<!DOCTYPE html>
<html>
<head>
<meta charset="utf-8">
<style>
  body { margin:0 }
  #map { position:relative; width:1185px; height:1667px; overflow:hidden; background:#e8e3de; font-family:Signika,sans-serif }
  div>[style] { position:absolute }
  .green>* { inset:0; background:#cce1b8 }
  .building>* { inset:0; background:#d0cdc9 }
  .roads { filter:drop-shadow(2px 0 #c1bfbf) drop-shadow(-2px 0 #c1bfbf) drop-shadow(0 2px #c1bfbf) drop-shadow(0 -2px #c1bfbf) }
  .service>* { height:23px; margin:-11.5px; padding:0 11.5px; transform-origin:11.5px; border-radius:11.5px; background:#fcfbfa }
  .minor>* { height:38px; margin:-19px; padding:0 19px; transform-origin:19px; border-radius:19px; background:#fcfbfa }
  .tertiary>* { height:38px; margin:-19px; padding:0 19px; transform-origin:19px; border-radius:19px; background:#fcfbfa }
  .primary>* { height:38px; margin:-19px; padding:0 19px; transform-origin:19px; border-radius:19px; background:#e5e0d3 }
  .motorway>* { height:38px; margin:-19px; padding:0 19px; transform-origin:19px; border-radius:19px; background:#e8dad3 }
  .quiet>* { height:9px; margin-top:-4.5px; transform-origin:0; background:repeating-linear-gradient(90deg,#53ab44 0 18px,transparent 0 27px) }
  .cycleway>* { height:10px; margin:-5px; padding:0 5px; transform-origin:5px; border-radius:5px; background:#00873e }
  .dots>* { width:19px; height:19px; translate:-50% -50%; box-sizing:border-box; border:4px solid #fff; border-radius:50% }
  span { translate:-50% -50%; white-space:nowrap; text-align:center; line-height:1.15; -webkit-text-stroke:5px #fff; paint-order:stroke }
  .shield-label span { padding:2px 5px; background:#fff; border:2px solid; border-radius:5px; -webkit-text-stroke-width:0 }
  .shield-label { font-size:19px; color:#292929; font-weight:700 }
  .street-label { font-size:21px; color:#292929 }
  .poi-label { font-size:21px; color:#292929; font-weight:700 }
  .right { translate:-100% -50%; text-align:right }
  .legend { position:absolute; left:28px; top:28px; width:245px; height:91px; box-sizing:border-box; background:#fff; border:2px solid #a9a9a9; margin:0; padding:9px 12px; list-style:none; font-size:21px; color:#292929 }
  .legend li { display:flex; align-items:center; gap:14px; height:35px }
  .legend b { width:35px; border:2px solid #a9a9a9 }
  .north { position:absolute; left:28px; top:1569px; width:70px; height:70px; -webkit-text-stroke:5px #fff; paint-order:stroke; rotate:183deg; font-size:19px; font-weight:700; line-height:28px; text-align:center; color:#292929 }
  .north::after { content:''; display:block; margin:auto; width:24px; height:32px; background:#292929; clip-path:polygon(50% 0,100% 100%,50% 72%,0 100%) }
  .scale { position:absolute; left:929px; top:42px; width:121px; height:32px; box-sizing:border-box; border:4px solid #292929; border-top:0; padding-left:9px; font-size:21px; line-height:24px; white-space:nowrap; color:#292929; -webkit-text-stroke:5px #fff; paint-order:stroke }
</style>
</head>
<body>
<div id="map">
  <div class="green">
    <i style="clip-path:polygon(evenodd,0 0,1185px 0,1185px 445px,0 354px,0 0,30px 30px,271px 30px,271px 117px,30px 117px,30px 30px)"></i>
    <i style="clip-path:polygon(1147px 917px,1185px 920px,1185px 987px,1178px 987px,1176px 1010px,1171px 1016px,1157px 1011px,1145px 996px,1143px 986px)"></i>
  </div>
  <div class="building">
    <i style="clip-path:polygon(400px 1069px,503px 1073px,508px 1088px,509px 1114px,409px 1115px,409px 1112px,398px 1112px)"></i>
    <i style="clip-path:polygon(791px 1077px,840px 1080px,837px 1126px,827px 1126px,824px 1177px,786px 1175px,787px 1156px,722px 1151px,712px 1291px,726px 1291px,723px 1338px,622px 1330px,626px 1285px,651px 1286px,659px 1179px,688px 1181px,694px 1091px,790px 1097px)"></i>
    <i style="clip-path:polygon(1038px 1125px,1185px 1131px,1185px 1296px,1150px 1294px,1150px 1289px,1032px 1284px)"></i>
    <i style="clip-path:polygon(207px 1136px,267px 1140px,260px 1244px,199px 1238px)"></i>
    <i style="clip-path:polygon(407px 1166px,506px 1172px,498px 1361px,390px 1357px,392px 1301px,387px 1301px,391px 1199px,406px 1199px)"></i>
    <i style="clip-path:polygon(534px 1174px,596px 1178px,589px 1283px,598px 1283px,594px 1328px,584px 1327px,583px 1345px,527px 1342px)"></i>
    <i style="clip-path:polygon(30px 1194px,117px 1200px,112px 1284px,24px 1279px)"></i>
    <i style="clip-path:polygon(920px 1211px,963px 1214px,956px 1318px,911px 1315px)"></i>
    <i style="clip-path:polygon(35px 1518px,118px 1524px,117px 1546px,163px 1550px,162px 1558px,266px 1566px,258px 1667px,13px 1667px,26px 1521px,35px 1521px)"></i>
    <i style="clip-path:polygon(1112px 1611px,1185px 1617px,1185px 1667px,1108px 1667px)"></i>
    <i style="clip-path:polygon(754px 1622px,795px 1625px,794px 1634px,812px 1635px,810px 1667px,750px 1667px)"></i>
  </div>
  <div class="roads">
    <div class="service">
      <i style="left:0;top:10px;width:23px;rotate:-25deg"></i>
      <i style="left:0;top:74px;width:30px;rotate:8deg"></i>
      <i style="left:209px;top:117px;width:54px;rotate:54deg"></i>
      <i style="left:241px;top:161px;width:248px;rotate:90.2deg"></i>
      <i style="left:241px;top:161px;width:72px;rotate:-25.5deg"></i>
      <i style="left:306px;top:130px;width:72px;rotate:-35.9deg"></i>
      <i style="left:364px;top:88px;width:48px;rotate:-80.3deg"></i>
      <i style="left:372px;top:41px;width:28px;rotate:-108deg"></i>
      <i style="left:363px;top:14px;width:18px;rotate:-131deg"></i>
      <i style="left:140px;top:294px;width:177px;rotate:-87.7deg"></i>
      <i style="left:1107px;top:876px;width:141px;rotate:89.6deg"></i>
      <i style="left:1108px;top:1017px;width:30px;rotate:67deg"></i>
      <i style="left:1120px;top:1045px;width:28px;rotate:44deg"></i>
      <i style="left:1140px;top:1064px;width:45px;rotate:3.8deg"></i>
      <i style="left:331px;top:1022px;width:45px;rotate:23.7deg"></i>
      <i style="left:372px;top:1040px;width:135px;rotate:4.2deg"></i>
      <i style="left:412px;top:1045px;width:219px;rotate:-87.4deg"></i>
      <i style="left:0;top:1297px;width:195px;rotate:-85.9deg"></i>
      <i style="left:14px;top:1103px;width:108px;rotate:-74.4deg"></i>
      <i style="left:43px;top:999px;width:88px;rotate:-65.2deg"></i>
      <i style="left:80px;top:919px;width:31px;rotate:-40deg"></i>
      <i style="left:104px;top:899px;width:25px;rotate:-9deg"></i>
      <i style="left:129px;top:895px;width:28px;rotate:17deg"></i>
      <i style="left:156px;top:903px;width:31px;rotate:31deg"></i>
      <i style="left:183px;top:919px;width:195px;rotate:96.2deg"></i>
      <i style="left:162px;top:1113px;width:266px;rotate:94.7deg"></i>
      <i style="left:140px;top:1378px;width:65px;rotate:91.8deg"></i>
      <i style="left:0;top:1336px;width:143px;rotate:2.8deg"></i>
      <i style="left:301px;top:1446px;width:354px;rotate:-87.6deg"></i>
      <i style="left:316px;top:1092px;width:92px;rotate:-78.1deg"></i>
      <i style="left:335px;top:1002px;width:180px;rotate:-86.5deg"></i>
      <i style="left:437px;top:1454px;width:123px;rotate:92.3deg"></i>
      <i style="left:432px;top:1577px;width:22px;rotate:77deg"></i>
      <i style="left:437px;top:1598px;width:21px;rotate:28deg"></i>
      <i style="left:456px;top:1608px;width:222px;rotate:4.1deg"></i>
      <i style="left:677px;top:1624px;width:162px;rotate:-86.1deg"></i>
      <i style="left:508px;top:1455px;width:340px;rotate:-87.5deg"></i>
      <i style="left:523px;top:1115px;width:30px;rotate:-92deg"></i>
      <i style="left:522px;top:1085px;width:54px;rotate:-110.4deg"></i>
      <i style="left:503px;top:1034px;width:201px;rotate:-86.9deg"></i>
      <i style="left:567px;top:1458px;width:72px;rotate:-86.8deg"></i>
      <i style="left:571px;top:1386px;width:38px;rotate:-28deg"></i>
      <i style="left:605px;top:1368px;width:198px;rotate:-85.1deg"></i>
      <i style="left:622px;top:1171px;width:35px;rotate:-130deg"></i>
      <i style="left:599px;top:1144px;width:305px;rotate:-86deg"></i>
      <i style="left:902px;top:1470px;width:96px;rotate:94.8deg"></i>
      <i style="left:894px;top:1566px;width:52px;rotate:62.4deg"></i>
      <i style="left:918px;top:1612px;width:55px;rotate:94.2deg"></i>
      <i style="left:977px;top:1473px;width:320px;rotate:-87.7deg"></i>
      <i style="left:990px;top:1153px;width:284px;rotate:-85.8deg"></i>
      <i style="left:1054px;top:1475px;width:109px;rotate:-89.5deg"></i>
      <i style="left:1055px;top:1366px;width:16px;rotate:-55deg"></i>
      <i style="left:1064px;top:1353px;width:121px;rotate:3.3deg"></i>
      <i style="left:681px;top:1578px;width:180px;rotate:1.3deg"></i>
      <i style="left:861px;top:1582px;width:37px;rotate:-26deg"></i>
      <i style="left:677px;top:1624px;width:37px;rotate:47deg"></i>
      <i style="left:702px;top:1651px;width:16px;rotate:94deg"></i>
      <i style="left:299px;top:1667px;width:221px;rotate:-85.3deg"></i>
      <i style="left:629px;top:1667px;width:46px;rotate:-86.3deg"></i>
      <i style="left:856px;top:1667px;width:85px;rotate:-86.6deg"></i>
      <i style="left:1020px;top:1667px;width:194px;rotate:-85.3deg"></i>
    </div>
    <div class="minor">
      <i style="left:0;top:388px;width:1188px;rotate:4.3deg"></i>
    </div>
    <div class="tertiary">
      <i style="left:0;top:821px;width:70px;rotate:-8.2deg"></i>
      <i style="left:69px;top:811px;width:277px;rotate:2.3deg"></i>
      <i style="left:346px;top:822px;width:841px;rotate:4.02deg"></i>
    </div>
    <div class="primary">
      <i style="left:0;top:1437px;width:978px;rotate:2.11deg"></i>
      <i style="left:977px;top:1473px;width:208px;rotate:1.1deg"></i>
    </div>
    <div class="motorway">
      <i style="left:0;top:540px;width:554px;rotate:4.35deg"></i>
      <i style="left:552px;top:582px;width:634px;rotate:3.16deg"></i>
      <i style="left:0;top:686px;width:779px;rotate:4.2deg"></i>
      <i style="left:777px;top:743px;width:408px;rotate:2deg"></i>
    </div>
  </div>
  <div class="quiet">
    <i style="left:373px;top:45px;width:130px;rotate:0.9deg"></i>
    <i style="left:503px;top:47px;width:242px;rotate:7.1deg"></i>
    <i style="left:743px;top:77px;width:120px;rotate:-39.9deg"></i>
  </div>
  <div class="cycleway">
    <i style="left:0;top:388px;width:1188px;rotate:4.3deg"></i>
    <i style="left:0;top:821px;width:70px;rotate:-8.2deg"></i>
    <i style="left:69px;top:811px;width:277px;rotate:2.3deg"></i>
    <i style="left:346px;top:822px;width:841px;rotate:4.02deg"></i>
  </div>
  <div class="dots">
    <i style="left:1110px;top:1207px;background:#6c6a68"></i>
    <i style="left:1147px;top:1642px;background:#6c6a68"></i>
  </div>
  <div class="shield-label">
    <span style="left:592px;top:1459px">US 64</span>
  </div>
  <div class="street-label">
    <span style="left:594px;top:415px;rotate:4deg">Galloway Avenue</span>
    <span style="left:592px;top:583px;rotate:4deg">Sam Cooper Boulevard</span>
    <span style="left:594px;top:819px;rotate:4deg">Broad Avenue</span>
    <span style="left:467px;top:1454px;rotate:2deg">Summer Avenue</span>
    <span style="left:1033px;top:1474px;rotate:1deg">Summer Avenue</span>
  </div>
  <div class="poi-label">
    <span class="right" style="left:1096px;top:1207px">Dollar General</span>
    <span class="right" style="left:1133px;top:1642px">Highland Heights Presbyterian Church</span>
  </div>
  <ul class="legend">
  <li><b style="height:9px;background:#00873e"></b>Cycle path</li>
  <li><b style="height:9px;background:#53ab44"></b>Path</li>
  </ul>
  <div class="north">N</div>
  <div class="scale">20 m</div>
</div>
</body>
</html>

■ ■ ■ ■ ■

## [Work instructions]
Reproduce exactly the lines that run from the start of the records to the line with "filter:drop-shadow(2px 0 #c1bfbf)", both included.

## [Solution to this task]
<!DOCTYPE html>
<html>
<head>
<meta charset="utf-8">
<style>
  body { margin:0 }
  #map { position:relative; width:1185px; height:1667px; overflow:hidden; background:#e8e3de; font-family:Signika,sans-serif }
  div>[style] { position:absolute }
  .green>* { inset:0; background:#cce1b8 }
  .building>* { inset:0; background:#d0cdc9 }
  .roads { filter:drop-shadow(2px 0 #c1bfbf) drop-shadow(-2px 0 #c1bfbf) drop-shadow(0 2px #c1bfbf) drop-shadow(0 -2px #c1bfbf) }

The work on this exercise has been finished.